Plasmodium vivax, though historically regarded as a benign malaria species, can cause life-threatening complications such as cerebral malaria and multi-organ failure. In non-endemic regions such as Oman, prompt recognition and management of imported cases are essential to prevent adverse outcomes and possible re-establishment of local transmission.
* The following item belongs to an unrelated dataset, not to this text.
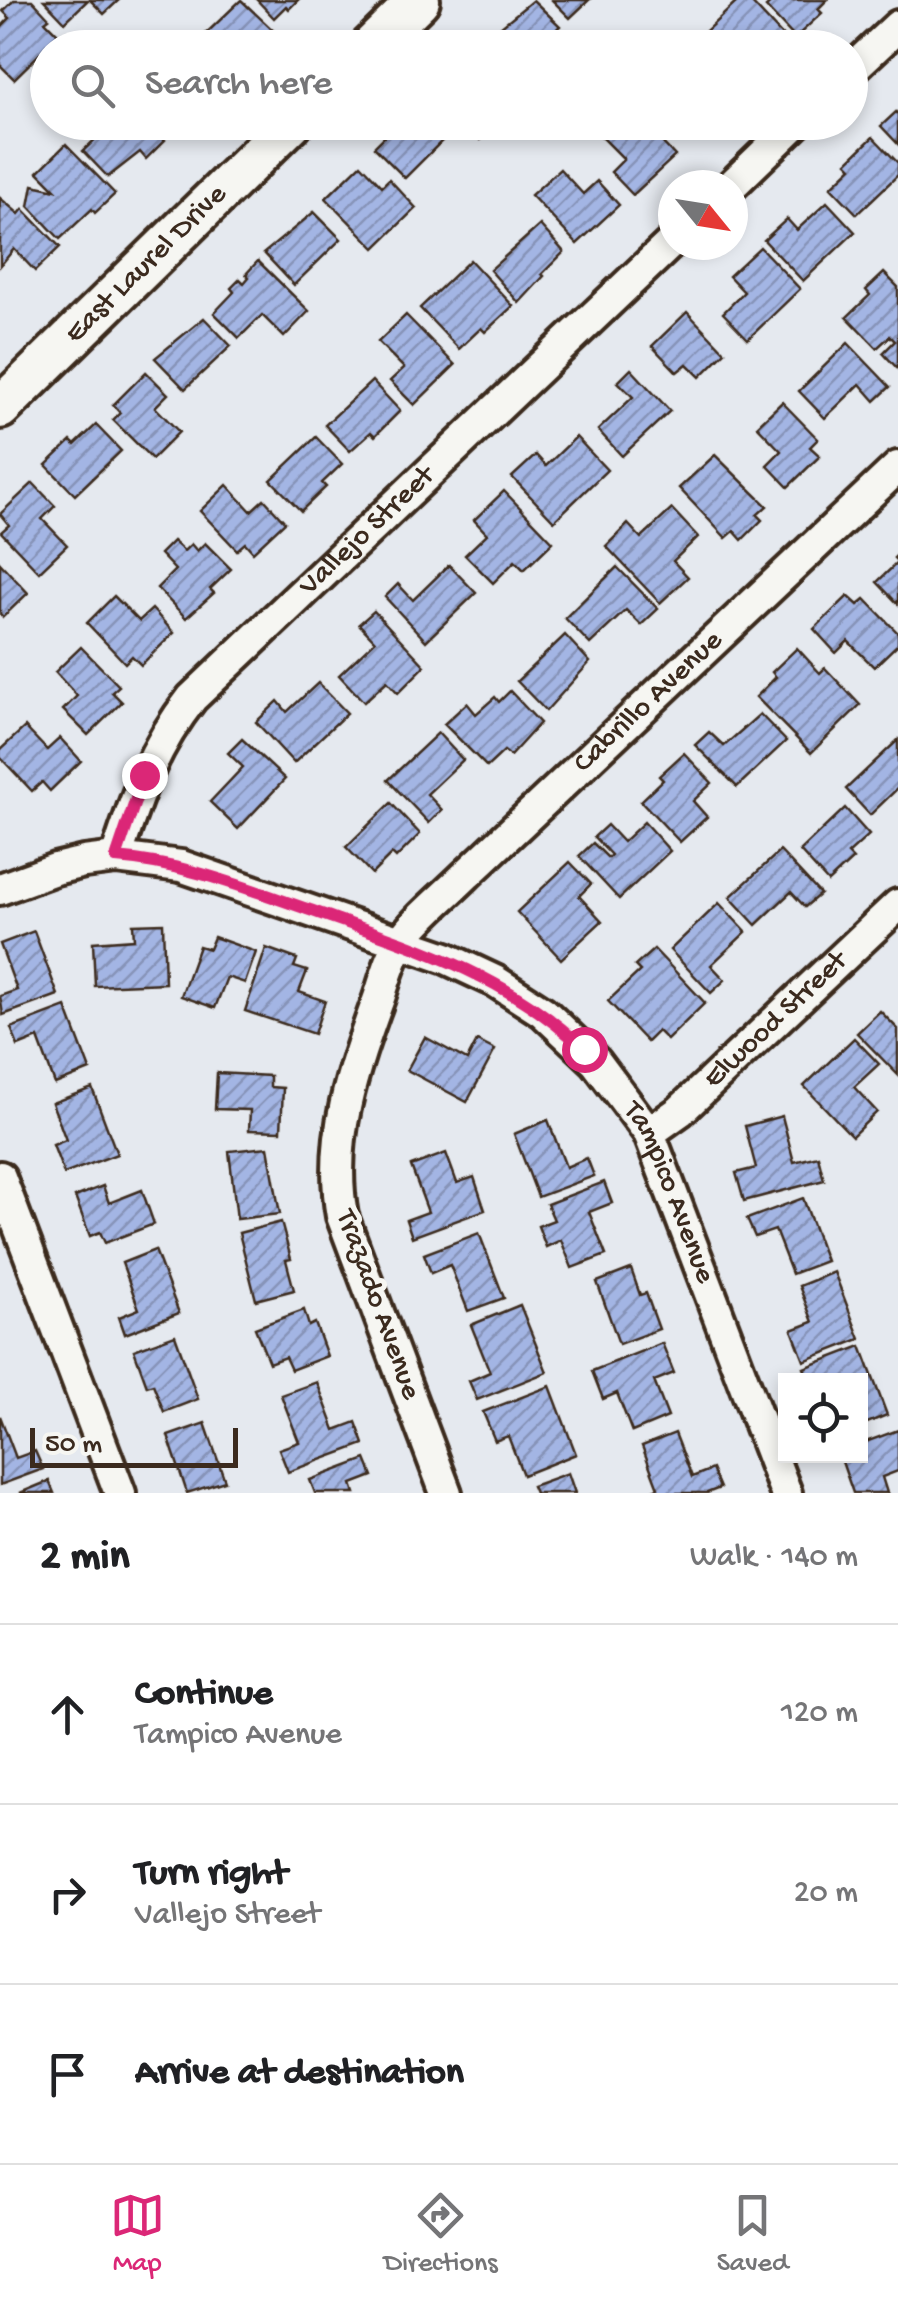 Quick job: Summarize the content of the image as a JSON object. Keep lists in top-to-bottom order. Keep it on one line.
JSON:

This case emphasises the importance of considering P. vivax infection in patients presenting with febrile encephalopathy and a recent history of travel to endemic areas.

Authors' Contribution

Saba M. Al Kindi: Data Curation, Resources, Writing - Original Draft, Writing - Review & Editing, Visualization, Project Administration. Shabnam Chhetri: Conceptualization. Zahrah Z. Al Aamri: Investigations, Writing - Review & Editing. Suchata D. Dhuri: Investigation. Zakariya Y. Al Balushi: Supervision, Writing - Review & Editing. Faryal Khamis: Supervision, Writing - Review & Editing.

Ethics Statement

Consent for the publication of this case report was obtained from the patient.

Data Availability

Data is available upon reasonable request from the corresponding author.